▶ What to do: Across the records below, how many lines contain the string "solid"? Give the number by itself.

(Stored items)
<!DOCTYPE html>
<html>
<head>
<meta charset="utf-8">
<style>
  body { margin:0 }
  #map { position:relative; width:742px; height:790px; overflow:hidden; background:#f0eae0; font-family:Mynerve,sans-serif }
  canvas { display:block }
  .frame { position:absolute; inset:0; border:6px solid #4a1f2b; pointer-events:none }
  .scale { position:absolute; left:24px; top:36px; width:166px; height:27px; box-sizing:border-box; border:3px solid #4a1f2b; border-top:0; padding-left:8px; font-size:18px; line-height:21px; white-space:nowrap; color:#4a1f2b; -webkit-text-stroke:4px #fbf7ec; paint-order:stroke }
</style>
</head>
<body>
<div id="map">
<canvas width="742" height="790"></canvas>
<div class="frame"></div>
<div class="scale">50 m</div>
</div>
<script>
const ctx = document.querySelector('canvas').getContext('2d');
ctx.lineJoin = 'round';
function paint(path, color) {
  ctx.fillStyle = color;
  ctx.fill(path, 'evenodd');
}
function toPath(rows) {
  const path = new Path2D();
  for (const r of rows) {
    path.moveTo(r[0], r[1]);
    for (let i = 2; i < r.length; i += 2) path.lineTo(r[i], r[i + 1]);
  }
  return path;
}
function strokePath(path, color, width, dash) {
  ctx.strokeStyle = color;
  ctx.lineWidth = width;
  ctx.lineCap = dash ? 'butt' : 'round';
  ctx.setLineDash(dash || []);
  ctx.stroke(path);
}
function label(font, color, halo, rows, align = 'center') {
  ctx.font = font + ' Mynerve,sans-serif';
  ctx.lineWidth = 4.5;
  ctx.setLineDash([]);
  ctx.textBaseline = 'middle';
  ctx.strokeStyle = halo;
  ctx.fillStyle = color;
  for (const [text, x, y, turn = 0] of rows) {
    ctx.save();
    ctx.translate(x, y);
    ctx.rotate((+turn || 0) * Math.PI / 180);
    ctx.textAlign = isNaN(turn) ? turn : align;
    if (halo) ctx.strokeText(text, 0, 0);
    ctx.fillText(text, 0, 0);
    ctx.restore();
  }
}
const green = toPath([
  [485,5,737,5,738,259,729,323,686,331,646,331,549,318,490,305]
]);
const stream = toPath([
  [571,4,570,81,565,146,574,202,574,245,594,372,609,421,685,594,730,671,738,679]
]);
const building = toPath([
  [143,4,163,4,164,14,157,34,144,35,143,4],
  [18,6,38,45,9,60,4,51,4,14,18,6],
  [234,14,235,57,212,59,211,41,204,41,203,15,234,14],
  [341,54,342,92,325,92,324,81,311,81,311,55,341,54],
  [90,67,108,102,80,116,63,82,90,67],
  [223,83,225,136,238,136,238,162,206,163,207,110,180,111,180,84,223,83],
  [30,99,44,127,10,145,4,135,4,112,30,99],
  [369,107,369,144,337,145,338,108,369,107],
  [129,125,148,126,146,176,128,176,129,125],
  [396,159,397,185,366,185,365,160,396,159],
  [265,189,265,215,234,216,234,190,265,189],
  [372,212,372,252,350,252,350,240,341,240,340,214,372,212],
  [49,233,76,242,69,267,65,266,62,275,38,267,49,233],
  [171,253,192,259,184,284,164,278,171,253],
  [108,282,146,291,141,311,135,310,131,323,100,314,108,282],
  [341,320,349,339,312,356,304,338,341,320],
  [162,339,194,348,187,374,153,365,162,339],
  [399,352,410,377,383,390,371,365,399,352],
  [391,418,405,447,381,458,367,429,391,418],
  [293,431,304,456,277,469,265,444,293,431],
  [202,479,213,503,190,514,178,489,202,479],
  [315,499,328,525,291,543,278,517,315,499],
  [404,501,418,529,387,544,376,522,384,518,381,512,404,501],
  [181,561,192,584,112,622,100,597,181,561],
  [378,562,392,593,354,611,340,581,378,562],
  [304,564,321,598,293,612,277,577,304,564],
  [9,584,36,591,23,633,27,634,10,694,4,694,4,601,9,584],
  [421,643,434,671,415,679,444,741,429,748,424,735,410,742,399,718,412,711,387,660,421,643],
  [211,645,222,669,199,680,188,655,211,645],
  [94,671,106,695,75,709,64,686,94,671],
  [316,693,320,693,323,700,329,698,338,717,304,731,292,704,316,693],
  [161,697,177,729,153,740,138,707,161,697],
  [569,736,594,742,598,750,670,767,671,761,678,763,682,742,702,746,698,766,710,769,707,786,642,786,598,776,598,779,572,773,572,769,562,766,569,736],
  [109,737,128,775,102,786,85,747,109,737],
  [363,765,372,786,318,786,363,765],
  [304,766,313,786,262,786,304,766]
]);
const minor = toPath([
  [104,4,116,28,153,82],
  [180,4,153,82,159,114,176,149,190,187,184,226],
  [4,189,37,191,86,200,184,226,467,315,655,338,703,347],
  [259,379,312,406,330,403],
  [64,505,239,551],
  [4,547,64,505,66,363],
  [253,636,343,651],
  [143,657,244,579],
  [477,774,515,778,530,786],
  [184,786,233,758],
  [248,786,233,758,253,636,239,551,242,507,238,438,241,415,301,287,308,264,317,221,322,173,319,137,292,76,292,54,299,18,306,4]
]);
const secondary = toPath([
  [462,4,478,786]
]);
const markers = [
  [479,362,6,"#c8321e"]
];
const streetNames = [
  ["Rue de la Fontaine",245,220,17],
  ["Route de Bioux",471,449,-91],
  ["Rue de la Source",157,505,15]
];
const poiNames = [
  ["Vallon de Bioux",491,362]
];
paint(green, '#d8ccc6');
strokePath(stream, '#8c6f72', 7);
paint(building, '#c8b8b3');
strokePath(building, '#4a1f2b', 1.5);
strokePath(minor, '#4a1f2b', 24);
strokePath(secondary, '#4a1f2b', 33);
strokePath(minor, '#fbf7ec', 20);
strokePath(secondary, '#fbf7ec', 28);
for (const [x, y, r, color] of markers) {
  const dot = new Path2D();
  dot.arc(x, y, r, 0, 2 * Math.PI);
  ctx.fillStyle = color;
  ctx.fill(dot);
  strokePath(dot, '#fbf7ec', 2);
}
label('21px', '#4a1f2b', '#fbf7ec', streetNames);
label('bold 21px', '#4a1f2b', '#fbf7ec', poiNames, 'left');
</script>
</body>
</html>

▶ Expected answer: 2